(Items from a data source)
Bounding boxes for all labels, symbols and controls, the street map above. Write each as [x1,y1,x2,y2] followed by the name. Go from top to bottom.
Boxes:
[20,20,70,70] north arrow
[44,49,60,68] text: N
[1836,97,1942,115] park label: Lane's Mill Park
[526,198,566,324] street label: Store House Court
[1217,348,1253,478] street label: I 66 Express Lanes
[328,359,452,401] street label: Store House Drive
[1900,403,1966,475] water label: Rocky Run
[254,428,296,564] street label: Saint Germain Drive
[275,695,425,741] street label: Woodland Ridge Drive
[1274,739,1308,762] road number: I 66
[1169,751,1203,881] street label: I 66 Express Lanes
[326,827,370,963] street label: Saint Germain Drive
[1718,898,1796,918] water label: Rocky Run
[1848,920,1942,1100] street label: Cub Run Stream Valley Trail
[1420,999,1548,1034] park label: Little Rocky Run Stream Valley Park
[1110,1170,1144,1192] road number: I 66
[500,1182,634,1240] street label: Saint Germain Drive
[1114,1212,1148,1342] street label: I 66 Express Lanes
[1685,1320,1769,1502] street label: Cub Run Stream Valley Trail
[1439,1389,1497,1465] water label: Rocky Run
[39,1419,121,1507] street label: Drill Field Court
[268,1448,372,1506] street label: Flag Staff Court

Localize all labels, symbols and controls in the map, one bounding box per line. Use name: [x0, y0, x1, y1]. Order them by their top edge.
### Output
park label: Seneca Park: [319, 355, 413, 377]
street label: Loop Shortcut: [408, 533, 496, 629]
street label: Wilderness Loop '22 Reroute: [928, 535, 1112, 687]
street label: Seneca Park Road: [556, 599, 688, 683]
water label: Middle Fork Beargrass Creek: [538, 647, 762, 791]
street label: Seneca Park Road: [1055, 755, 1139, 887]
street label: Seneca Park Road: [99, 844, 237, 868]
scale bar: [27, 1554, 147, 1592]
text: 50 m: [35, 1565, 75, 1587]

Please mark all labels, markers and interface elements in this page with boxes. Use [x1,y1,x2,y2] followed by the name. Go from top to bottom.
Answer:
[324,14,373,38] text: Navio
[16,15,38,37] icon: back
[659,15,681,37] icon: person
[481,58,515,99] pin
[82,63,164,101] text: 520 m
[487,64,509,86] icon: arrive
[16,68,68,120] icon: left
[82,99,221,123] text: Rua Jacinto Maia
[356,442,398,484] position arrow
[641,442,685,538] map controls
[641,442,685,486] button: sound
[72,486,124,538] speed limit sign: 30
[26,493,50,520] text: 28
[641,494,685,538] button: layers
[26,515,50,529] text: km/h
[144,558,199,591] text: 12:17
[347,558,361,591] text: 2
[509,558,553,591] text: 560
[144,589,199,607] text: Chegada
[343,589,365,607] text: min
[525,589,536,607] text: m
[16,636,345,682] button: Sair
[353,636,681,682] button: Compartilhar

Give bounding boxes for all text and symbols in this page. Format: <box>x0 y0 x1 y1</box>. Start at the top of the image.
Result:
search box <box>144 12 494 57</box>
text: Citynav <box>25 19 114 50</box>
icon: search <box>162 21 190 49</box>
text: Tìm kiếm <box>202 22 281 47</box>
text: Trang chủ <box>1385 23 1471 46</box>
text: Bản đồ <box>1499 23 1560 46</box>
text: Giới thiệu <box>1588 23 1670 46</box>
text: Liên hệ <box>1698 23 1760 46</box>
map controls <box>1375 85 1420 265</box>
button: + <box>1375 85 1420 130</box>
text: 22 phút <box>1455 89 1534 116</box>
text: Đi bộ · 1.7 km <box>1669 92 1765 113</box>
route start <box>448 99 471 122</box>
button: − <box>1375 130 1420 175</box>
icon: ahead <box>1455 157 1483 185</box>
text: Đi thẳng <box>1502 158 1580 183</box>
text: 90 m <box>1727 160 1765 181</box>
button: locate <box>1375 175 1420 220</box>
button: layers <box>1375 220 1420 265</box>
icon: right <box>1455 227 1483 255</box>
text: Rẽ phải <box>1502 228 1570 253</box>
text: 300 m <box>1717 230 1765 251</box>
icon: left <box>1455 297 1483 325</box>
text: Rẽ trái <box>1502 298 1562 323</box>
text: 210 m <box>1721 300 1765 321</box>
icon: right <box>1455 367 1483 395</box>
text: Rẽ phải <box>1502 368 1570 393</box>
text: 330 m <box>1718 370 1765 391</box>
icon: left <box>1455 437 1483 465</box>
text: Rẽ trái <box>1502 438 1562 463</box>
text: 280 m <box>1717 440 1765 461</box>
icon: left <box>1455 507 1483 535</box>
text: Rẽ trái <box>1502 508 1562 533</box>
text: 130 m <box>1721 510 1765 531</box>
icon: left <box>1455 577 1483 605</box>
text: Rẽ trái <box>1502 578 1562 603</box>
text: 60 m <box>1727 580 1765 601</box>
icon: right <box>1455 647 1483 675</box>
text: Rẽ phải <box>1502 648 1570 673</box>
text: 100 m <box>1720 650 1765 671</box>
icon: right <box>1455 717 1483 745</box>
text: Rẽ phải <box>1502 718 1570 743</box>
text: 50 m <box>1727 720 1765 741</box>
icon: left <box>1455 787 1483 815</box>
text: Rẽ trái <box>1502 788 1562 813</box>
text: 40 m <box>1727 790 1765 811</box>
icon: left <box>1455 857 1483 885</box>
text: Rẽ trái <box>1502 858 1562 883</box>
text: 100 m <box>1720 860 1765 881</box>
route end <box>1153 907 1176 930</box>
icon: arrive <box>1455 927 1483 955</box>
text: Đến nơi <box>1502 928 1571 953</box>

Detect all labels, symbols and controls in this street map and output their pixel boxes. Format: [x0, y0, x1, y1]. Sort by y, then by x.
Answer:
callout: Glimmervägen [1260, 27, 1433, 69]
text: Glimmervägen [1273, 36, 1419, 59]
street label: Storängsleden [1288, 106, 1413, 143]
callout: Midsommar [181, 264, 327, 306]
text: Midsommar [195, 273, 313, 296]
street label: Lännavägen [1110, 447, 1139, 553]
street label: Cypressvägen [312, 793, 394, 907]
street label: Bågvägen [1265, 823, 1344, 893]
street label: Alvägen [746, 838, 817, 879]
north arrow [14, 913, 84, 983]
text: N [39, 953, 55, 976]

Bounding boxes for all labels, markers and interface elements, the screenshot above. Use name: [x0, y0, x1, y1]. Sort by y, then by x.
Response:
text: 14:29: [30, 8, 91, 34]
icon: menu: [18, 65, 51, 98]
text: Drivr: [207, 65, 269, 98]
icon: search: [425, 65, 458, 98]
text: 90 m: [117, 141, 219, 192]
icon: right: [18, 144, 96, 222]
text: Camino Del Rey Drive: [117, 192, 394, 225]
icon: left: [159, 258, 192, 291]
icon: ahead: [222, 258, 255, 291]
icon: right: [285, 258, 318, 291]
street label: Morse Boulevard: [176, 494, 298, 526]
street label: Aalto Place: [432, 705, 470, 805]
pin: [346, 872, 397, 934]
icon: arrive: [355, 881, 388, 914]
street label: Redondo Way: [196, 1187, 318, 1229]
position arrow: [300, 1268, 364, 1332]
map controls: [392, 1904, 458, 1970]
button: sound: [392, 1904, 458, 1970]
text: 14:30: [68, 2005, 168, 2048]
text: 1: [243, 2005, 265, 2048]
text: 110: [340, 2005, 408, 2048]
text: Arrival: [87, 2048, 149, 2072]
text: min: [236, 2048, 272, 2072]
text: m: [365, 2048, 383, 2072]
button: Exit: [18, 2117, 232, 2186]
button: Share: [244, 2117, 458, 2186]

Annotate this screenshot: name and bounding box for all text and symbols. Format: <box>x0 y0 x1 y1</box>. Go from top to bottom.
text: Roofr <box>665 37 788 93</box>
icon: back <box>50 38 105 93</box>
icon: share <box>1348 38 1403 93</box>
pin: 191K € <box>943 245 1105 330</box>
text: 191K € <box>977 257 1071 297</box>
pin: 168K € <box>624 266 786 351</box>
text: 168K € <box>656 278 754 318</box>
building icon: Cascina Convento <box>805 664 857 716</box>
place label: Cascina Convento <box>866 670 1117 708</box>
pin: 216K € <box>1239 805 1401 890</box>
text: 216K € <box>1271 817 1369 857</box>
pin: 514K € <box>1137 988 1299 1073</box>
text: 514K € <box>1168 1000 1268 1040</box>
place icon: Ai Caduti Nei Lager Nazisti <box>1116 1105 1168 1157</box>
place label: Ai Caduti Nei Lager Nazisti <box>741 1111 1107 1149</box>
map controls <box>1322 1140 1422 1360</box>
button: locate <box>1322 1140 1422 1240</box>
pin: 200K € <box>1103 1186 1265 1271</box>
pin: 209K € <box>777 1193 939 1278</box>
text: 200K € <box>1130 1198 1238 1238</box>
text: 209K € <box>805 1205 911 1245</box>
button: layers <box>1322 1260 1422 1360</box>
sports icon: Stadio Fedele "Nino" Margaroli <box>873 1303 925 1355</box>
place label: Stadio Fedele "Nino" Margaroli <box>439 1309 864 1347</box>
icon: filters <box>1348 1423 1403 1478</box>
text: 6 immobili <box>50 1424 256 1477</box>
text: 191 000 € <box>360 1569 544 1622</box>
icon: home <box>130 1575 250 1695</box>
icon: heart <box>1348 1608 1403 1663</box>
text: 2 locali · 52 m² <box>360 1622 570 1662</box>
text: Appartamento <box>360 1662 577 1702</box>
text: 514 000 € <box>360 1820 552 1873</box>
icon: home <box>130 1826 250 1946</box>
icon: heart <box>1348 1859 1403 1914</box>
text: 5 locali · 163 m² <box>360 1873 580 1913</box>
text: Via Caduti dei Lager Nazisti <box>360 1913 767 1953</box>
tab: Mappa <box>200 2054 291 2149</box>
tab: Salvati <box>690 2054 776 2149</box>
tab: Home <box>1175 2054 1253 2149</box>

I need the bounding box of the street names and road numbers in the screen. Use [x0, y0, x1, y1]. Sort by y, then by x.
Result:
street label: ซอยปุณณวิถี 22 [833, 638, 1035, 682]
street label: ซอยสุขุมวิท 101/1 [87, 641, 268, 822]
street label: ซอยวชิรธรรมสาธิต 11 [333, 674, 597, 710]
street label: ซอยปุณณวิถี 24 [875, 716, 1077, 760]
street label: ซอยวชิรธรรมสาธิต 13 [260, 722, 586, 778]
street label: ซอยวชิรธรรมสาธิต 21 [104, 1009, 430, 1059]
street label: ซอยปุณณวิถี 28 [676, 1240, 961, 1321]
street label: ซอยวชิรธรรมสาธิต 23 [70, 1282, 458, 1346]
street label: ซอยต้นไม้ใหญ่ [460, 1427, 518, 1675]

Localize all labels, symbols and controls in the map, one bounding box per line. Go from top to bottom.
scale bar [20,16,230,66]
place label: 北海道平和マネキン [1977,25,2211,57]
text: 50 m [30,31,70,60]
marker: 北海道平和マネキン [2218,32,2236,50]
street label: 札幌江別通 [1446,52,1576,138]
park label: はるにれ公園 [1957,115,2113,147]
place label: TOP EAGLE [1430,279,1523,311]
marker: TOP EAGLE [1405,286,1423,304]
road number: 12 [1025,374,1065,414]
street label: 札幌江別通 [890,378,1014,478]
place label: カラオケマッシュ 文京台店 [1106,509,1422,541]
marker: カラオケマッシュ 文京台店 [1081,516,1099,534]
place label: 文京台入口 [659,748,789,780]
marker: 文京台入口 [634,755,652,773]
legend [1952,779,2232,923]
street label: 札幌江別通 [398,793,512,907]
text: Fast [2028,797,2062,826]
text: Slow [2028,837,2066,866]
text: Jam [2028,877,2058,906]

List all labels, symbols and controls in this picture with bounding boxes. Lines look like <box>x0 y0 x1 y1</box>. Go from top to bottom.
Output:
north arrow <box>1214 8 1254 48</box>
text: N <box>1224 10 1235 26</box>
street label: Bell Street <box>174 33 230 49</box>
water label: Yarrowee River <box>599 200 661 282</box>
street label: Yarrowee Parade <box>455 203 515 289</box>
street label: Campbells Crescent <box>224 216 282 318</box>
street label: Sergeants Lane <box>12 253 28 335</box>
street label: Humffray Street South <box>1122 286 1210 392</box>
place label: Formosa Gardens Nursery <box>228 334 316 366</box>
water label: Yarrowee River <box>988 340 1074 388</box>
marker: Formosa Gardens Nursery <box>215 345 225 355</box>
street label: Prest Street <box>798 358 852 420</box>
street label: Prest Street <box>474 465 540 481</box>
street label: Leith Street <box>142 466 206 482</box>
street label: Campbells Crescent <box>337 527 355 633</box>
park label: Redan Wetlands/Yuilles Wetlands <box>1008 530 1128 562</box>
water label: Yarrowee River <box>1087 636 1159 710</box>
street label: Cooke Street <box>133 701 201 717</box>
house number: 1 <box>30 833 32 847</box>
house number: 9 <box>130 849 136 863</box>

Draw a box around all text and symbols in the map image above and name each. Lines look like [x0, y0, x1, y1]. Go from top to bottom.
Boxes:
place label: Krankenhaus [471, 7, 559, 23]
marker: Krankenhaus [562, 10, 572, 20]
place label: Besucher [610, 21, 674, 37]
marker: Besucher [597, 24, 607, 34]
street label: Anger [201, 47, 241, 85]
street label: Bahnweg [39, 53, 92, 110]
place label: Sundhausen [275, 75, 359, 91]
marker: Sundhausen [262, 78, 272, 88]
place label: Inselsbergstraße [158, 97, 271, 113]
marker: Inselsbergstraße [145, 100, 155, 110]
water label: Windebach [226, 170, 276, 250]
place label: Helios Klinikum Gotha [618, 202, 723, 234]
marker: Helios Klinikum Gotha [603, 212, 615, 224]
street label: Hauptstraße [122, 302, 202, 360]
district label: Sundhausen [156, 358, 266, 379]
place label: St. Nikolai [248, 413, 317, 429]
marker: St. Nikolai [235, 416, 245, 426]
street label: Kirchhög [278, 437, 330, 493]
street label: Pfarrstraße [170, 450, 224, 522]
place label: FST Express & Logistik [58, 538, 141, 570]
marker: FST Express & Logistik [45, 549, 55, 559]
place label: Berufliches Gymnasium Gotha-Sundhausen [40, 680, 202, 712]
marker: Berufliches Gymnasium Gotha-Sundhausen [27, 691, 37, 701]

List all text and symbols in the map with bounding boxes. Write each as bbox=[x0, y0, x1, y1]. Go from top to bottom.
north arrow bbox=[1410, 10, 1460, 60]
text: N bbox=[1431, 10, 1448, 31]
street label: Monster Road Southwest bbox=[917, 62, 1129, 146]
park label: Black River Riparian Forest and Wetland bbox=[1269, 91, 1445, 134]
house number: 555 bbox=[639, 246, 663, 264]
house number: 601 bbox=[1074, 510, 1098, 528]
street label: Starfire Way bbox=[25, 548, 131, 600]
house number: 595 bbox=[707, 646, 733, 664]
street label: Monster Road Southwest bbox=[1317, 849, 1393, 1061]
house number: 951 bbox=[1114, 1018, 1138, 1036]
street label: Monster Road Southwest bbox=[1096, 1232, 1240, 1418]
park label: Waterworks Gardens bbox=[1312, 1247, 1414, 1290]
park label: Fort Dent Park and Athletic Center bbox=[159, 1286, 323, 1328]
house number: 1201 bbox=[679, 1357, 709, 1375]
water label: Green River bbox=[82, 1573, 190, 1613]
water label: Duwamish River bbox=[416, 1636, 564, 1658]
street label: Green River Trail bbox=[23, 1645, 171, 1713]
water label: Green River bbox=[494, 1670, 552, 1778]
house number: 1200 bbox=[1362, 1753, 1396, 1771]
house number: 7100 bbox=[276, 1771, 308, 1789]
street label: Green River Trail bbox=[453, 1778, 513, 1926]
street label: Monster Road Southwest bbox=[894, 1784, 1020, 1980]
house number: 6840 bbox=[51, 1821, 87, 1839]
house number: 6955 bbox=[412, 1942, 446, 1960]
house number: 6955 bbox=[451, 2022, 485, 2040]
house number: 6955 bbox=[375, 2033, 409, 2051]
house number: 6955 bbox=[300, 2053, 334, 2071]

[TASK ITEM] Word for word, restate the lines above from the line containing "List all labels, symbols" through the line containing "Draw a box around", with both included and nothing else.

[RESULT OF THE EXERCISE]
List all labels, symbols and controls in this picture with bounding boxes. Lines look like <box>x0 y0 x1 y1</box>. Go from top to bottom.
Output:
north arrow <box>1214 8 1254 48</box>
text: N <box>1224 10 1235 26</box>
street label: Bell Street <box>174 33 230 49</box>
water label: Yarrowee River <box>599 200 661 282</box>
street label: Yarrowee Parade <box>455 203 515 289</box>
street label: Campbells Crescent <box>224 216 282 318</box>
street label: Sergeants Lane <box>12 253 28 335</box>
street label: Humffray Street South <box>1122 286 1210 392</box>
place label: Formosa Gardens Nursery <box>228 334 316 366</box>
water label: Yarrowee River <box>988 340 1074 388</box>
marker: Formosa Gardens Nursery <box>215 345 225 355</box>
street label: Prest Street <box>798 358 852 420</box>
street label: Prest Street <box>474 465 540 481</box>
street label: Leith Street <box>142 466 206 482</box>
street label: Campbells Crescent <box>337 527 355 633</box>
park label: Redan Wetlands/Yuilles Wetlands <box>1008 530 1128 562</box>
water label: Yarrowee River <box>1087 636 1159 710</box>
street label: Cooke Street <box>133 701 201 717</box>
house number: 1 <box>30 833 32 847</box>
house number: 9 <box>130 849 136 863</box>

Draw a box around all text and symbols in the map image above and name each. Lines look like [x0, y0, x1, y1]. Go from top to bottom.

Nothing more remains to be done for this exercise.